§ The task:
Among the entries below, tally each line containing "Summarize"; respond with the total only.

§ Given information:
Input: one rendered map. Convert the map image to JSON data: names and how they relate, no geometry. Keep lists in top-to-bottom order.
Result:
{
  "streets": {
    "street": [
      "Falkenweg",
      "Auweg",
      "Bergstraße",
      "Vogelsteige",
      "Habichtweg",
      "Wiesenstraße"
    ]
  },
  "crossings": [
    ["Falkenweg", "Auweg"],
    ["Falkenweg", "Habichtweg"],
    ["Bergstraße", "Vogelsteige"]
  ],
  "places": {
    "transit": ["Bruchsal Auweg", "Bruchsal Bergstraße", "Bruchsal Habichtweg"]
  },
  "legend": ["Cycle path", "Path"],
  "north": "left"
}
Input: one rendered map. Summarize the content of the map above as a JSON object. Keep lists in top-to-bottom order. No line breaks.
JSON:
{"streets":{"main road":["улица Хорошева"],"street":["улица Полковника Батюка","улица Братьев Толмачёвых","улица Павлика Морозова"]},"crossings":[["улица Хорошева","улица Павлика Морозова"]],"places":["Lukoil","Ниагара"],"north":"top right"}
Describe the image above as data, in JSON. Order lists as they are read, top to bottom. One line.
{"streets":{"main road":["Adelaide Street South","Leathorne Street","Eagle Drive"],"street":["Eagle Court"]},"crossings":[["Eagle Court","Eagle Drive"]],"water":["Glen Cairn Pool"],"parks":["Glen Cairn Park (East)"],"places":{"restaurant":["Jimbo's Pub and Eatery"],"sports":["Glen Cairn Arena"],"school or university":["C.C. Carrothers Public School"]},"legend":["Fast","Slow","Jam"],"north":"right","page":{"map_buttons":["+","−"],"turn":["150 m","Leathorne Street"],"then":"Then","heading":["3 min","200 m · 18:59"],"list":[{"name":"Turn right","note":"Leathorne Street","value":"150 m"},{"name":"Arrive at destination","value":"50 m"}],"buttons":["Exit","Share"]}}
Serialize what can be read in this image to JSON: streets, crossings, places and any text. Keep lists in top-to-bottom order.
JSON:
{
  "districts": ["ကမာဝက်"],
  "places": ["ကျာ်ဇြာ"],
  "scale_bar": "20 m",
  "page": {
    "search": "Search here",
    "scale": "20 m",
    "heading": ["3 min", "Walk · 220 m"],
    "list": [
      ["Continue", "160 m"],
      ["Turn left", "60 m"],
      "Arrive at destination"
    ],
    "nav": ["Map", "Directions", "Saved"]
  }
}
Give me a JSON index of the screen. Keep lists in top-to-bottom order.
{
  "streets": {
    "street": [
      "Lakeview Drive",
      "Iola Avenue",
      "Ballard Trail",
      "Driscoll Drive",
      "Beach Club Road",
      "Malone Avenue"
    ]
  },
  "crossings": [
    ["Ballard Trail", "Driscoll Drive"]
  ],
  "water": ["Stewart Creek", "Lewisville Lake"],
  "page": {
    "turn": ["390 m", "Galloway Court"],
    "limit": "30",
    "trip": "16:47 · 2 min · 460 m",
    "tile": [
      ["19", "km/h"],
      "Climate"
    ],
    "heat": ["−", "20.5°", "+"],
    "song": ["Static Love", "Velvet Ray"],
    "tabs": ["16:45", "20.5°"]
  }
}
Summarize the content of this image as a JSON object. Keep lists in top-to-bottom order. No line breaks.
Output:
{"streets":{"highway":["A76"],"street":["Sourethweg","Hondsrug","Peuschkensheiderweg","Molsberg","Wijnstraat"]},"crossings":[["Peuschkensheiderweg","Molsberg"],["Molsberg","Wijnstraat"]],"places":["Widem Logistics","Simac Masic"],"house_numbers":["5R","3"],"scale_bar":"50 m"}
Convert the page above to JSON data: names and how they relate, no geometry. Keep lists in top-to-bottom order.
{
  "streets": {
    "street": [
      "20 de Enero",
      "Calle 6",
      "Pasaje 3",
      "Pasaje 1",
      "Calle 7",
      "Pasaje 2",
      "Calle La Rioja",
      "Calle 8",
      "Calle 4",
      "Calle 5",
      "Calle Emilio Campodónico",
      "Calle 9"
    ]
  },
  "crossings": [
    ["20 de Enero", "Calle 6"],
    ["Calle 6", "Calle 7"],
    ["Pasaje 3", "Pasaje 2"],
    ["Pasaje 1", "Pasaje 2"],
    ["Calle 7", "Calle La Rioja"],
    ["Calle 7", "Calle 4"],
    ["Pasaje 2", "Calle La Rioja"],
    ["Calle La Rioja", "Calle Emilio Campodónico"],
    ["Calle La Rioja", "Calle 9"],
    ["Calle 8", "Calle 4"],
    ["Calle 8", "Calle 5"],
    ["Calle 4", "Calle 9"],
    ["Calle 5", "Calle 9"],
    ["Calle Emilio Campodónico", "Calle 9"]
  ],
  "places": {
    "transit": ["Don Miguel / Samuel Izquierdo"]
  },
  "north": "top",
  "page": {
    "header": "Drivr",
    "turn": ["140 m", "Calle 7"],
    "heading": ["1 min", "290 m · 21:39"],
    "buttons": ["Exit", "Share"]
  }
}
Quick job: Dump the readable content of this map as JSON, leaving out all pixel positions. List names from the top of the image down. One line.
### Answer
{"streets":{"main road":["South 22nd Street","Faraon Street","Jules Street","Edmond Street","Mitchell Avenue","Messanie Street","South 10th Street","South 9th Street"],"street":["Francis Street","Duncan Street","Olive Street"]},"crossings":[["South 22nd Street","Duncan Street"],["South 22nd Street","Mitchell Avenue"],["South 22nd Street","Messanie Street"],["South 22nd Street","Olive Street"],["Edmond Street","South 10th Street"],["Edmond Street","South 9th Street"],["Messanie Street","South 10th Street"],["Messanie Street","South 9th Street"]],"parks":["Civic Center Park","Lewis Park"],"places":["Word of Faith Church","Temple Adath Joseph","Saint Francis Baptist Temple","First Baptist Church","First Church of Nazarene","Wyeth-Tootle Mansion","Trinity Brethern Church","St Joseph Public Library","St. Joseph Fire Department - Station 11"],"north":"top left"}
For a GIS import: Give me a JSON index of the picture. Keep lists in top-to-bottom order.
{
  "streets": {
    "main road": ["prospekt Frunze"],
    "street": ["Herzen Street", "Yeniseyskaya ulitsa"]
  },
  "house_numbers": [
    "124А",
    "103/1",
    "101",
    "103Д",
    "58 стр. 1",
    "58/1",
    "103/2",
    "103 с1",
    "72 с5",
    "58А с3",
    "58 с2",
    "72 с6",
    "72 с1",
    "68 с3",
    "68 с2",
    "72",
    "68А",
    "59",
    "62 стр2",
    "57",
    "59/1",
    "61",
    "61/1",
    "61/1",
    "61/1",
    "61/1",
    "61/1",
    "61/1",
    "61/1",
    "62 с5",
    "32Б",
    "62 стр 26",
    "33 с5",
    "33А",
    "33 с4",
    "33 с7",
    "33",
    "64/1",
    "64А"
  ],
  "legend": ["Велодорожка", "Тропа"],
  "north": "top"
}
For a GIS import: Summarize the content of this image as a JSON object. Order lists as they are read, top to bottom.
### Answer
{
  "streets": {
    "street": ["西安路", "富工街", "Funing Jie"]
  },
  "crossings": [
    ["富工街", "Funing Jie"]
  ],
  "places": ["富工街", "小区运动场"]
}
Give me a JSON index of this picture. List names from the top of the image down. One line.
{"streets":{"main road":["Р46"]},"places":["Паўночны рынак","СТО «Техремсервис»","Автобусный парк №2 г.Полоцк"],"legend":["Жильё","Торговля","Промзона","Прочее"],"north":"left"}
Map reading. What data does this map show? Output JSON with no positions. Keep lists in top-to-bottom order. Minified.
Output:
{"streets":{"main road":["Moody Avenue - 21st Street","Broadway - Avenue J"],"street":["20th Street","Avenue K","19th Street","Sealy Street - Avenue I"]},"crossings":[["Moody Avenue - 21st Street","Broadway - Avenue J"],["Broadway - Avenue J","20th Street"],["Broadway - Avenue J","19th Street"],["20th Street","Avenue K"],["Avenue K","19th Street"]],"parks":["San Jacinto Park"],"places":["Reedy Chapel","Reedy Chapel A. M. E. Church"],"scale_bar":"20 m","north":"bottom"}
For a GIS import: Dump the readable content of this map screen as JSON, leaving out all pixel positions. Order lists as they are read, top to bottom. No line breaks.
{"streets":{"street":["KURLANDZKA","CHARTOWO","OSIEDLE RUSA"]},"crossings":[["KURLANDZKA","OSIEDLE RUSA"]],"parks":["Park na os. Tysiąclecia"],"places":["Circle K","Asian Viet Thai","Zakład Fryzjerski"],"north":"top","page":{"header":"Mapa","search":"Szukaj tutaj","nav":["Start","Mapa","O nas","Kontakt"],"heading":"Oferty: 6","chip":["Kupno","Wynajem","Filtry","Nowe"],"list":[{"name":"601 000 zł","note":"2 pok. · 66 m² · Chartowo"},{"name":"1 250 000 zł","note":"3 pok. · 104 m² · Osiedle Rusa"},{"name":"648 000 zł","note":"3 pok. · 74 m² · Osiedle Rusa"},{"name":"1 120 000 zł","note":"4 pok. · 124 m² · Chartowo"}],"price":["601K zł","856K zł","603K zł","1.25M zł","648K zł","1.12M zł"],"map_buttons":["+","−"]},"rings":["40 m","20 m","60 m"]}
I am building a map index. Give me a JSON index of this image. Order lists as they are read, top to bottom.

§ Task answer:
3